WHAT TO WORK ON – Below are records; please write out exactly the lines from the first line through the line containing "0 #a9a9a9) drop-shadow(-2px", with no pictures.

GIVEN ENTRIES –

○ ○ ○

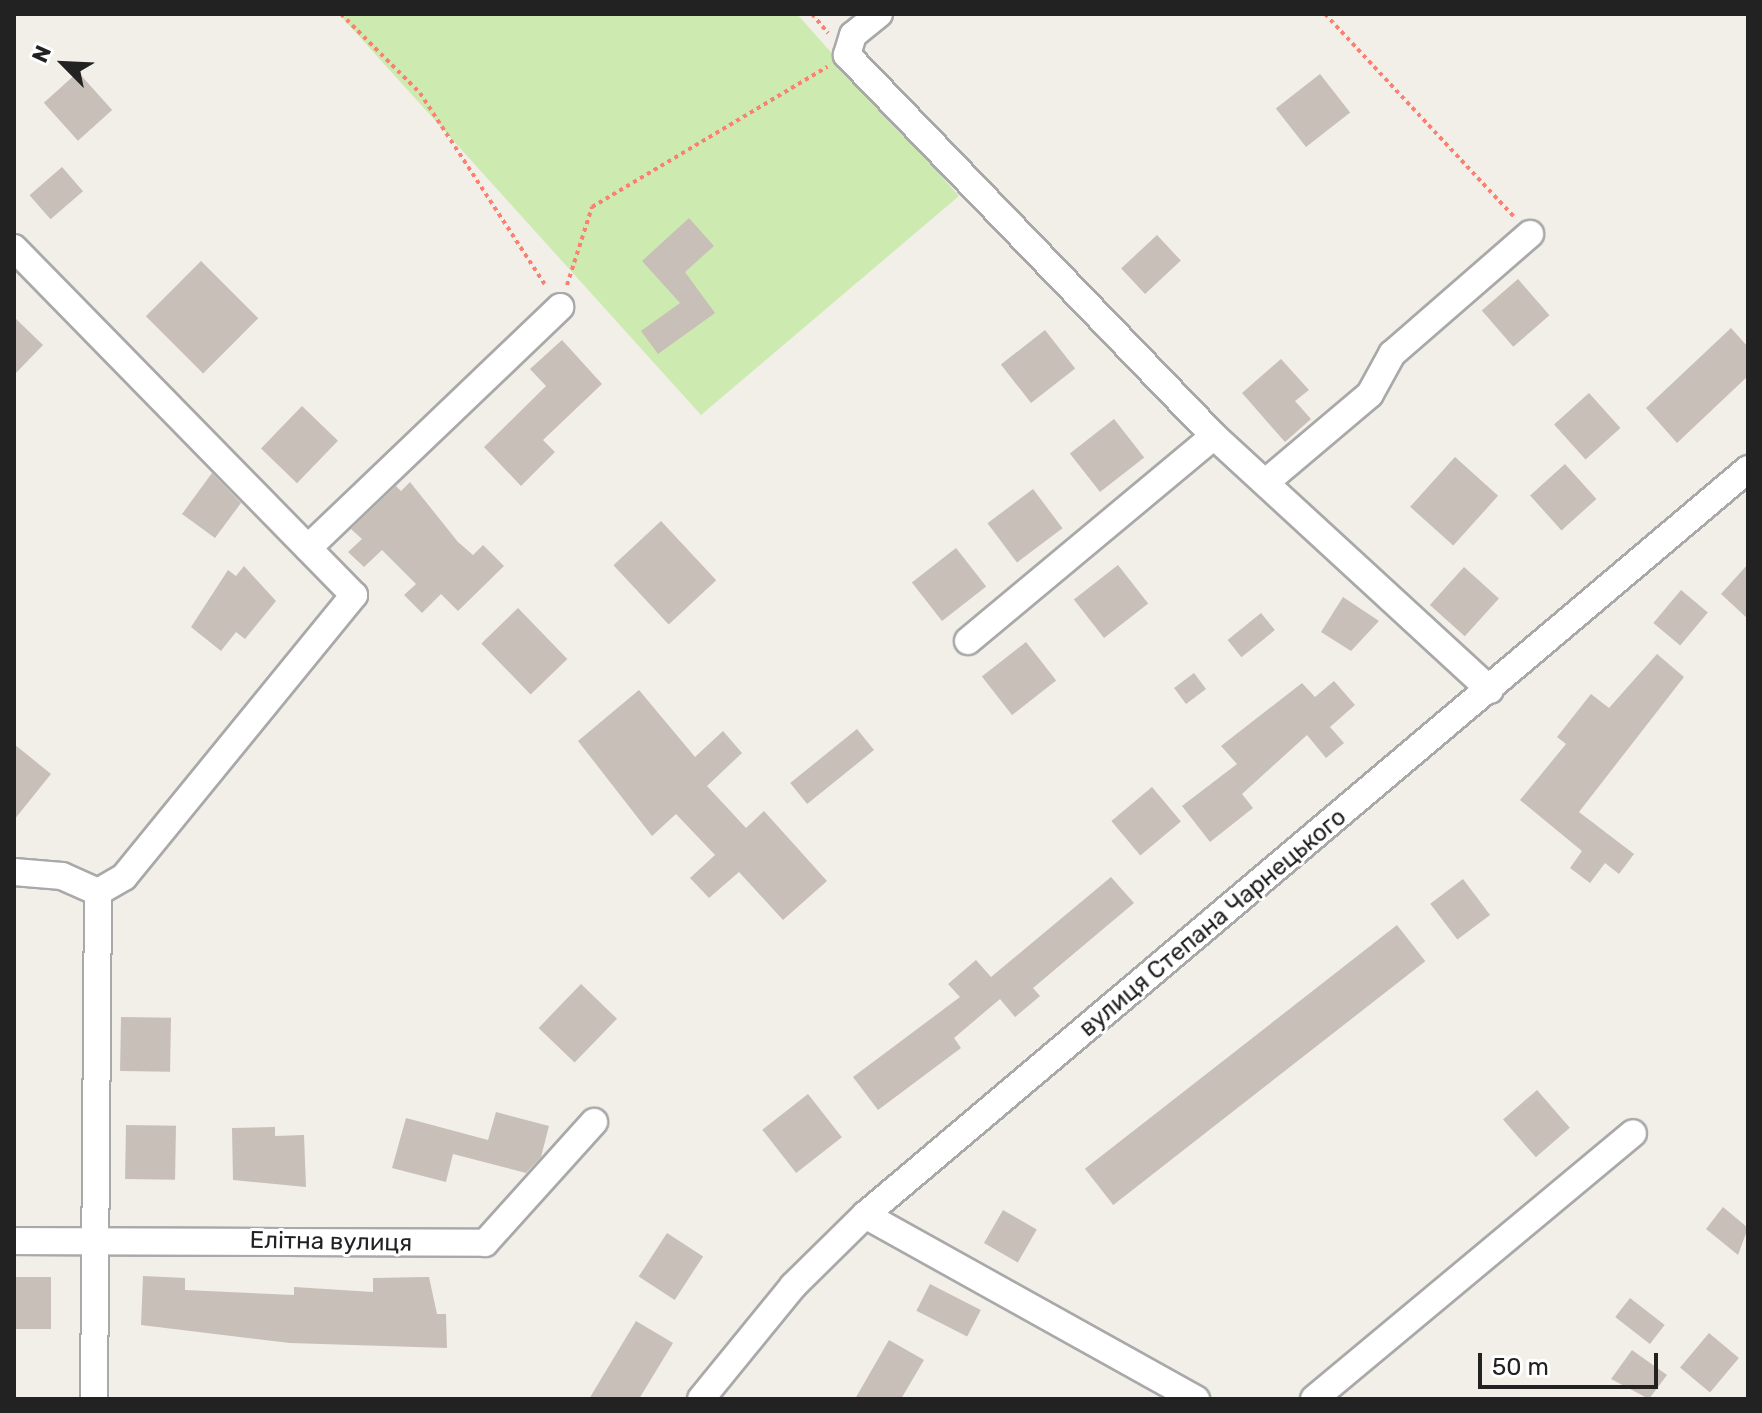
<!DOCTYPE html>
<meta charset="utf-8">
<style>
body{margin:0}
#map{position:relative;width:1762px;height:1413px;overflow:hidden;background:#f2efe9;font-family:Rubik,sans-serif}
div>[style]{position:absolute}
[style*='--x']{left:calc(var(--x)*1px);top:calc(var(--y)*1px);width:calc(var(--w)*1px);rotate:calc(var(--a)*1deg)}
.grass>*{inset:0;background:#cdebb0}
.building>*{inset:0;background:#c7bfb8;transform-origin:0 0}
.path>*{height:4px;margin-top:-2px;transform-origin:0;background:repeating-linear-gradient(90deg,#fa8072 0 4px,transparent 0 8px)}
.roads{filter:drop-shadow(2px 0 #a9a9a9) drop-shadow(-2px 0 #a9a9a9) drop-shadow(0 2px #a9a9a9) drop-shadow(0 -2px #a9a9a9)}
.minor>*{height:26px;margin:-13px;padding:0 13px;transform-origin:13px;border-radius:13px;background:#fff}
span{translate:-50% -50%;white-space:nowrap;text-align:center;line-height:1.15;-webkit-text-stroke:6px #fff;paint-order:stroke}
.street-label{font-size:24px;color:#222}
.frame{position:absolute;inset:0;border:16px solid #222;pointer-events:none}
.north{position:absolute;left:24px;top:24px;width:80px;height:80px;-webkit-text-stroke:6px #fff;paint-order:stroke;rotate:294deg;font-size:22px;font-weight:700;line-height:32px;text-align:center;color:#222}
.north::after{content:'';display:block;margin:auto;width:28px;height:36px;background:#222;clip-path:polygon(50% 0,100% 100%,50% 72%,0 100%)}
.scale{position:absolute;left:1478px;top:1353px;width:180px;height:36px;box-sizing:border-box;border:4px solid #222;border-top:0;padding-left:10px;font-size:24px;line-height:28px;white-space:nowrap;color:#222;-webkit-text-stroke:6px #fff;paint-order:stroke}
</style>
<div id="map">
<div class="grass">
<div style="clip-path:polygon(339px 14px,797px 14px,959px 196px,701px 415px)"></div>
</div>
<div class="building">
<div style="left:78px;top:72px;width:51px;height:46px;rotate:48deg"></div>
<div style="left:1320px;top:74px;width:49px;height:56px;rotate:52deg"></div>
<div style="left:62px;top:167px;width:32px;height:43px;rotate:49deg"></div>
<div style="clip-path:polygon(689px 218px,714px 246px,685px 272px,715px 313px,658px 354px,641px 331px,680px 303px,642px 261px)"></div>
<div style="left:1157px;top:235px;width:35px;height:49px;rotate:47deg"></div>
<div style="left:201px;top:261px;width:81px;height:78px;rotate:45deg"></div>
<div style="left:1518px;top:279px;width:48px;height:48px;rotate:49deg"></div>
<div style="clip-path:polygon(14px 317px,43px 345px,14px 375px)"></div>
<div style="clip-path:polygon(1731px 328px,1748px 347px,1748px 376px,1677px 443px,1646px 408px)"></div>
<div style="left:1045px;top:330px;width:49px;height:56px;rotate:52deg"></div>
<div style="clip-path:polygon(562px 340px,602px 384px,543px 440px,555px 452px,521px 486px,484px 447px,546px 386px,530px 369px)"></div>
<div style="clip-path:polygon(1281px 359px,1309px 390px,1295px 401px,1311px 419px,1285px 442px,1242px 393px)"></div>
<div style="left:1589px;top:393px;width:47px;height:47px;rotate:48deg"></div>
<div style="left:302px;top:406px;width:50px;height:59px;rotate:44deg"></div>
<div style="left:1114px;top:419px;width:49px;height:56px;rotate:52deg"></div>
<div style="left:1455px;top:457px;width:58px;height:67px;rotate:42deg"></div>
<div style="left:1565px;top:464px;width:47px;height:47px;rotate:48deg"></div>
<div style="clip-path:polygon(212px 473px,241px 503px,215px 538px,182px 514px)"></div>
<div style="clip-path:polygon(410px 482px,458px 542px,473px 555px,483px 545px,504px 566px,458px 611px,441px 594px,422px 613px,404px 595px,416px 584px,382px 550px,364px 567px,348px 552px,362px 539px,351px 529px,396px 486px,401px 491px)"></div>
<div style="left:1033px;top:489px;width:49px;height:57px;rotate:53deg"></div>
<div style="left:661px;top:521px;width:81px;height:65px;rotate:47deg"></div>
<div style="left:956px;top:548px;width:49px;height:56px;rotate:52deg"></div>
<div style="clip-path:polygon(1748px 564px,1748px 619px,1721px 594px)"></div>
<div style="left:1118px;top:565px;width:49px;height:56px;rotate:52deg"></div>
<div style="clip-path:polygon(244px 566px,276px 601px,245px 639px,236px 632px,221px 651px,191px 627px,228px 570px,236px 576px)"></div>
<div style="left:1464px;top:567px;width:47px;height:51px;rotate:42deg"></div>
<div style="left:1681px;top:590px;width:35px;height:43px;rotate:40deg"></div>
<div style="clip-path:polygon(1343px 597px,1379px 621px,1351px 651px,1321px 632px)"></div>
<div style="left:518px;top:608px;width:71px;height:51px;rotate:46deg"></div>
<div style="left:1261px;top:613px;width:22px;height:43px;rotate:51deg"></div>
<div style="left:1026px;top:642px;width:49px;height:56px;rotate:52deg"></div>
<div style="clip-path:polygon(1657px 654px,1684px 677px,1579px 812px,1634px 854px,1619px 874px,1605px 863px,1590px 883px,1570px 868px,1582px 851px,1520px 800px,1566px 744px,1557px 737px,1591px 694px,1609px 708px)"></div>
<div style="left:1194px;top:673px;width:20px;height:25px;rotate:53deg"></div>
<div style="clip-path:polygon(1334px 681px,1355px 705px,1330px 727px,1344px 743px,1326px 758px,1307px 735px,1242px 794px,1253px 808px,1210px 842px,1182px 806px,1237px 764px,1221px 746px,1302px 683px,1315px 697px)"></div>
<div style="clip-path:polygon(639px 690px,695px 757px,723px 731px,742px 753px,707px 786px,746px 828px,764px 811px,827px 881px,783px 920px,739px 872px,709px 898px,690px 878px,715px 855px,676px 814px,652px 836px,578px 741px)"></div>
<div style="left:857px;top:729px;width:27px;height:86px;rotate:51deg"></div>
<div style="clip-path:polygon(14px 744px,51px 774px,14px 820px)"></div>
<div style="left:1152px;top:787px;width:45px;height:53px;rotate:50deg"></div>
<div style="clip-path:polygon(1111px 877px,1134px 903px,1033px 988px,1040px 996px,1015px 1017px,1000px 999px,954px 1038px,961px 1048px,878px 1110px,853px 1077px,960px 997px,948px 984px,976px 960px,991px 977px)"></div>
<div style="left:1463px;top:879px;width:45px;height:41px;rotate:53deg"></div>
<div style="left:1397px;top:925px;width:46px;height:396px;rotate:52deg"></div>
<div style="left:581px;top:984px;width:50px;height:61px;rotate:44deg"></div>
<div style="left:121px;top:1017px;width:50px;height:54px;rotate:1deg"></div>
<div style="left:1537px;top:1090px;width:50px;height:45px;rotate:49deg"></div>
<div style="left:808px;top:1094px;width:55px;height:58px;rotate:52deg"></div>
<div style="clip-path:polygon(496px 1112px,549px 1126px,541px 1157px,526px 1173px,453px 1154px,446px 1182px,392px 1168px,406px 1118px,488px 1140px)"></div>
<div style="left:126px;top:1125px;width:50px;height:54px;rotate:1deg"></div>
<div style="clip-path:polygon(275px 1127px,275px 1136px,304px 1135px,306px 1187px,233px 1180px,232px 1128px)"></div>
<div style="clip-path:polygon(1723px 1207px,1748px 1228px,1738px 1255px,1706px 1229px)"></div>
<div style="left:1003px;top:1210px;width:39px;height:38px;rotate:30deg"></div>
<div style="left:667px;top:1233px;width:43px;height:52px;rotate:33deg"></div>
<div style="clip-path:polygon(143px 1276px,185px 1278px,185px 1290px,294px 1295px,294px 1287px,373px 1292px,373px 1278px,429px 1277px,437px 1314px,446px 1314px,447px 1348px,290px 1343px,141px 1325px)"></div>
<div style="left:14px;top:1277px;width:37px;height:52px"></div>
<div style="left:930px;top:1284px;width:57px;height:30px;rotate:27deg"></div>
<div style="left:1630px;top:1298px;width:44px;height:24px;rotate:38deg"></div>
<div style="clip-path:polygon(636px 1321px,673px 1343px,639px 1399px,589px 1399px)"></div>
<div style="left:1709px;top:1333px;width:39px;height:45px;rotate:40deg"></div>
<div style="clip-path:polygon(889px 1340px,924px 1360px,901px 1399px,855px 1399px)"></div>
<div style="clip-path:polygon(1632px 1350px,1667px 1375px,1649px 1399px,1611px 1379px)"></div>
</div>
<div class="path">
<div style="--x:341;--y:14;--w:112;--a:45"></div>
<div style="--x:420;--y:93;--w:230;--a:56.9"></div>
<div style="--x:812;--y:14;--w:25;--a:50"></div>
<div style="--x:1325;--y:14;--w:279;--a:47"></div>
<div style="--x:567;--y:285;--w:82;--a:-72.2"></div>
<div style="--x:592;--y:207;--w:274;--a:-30.8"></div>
</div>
<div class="roads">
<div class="minor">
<div style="--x:879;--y:14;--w:33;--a:141"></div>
<div style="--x:853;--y:35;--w:21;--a:107"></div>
<div style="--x:847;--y:55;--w:529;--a:46.07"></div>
<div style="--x:1214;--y:436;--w:375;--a:42.6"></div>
<div style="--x:14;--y:248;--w:486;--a:45.6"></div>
<div style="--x:354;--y:595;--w:364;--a:129.2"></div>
<div style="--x:124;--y:877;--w:30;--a:150"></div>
<div style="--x:1266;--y:482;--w:136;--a:-40.2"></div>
<div style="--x:1370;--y:394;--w:46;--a:-61.2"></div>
<div style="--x:1392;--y:354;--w:183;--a:-41"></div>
<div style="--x:308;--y:548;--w:349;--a:-43.7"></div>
<div style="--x:968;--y:641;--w:320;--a:-39.8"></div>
<div style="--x:14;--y:872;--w:48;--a:4.8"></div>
<div style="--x:62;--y:876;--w:39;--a:24"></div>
<div style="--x:98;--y:892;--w:507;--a:90.45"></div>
<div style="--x:865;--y:1215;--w:379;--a:29.1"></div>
<div style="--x:14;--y:1241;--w:471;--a:0.2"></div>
<div style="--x:485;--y:1243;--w:163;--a:-48"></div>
<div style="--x:701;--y:1399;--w:146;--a:-50.8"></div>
<div style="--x:793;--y:1286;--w:101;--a:-44.6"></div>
<div style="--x:865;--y:1215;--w:1156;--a:-40.19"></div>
<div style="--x:1314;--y:1399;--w:415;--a:-39.8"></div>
</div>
</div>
<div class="street-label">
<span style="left:1213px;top:923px;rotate:-40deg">вулиця Степана Чарнецького</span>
<span style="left:331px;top:1242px;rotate:1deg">Елітна вулиця</span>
</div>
<div class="frame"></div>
<div class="north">N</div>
<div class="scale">50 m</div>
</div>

○ ○ ○

RESULT BELOW –
<!DOCTYPE html>
<meta charset="utf-8">
<style>
body{margin:0}
#map{position:relative;width:1762px;height:1413px;overflow:hidden;background:#f2efe9;font-family:Rubik,sans-serif}
div>[style]{position:absolute}
[style*='--x']{left:calc(var(--x)*1px);top:calc(var(--y)*1px);width:calc(var(--w)*1px);rotate:calc(var(--a)*1deg)}
.grass>*{inset:0;background:#cdebb0}
.building>*{inset:0;background:#c7bfb8;transform-origin:0 0}
.path>*{height:4px;margin-top:-2px;transform-origin:0;background:repeating-linear-gradient(90deg,#fa8072 0 4px,transparent 0 8px)}
.roads{filter:drop-shadow(2px 0 #a9a9a9) drop-shadow(-2px 0 #a9a9a9) drop-shadow(0 2px #a9a9a9) drop-shadow(0 -2px #a9a9a9)}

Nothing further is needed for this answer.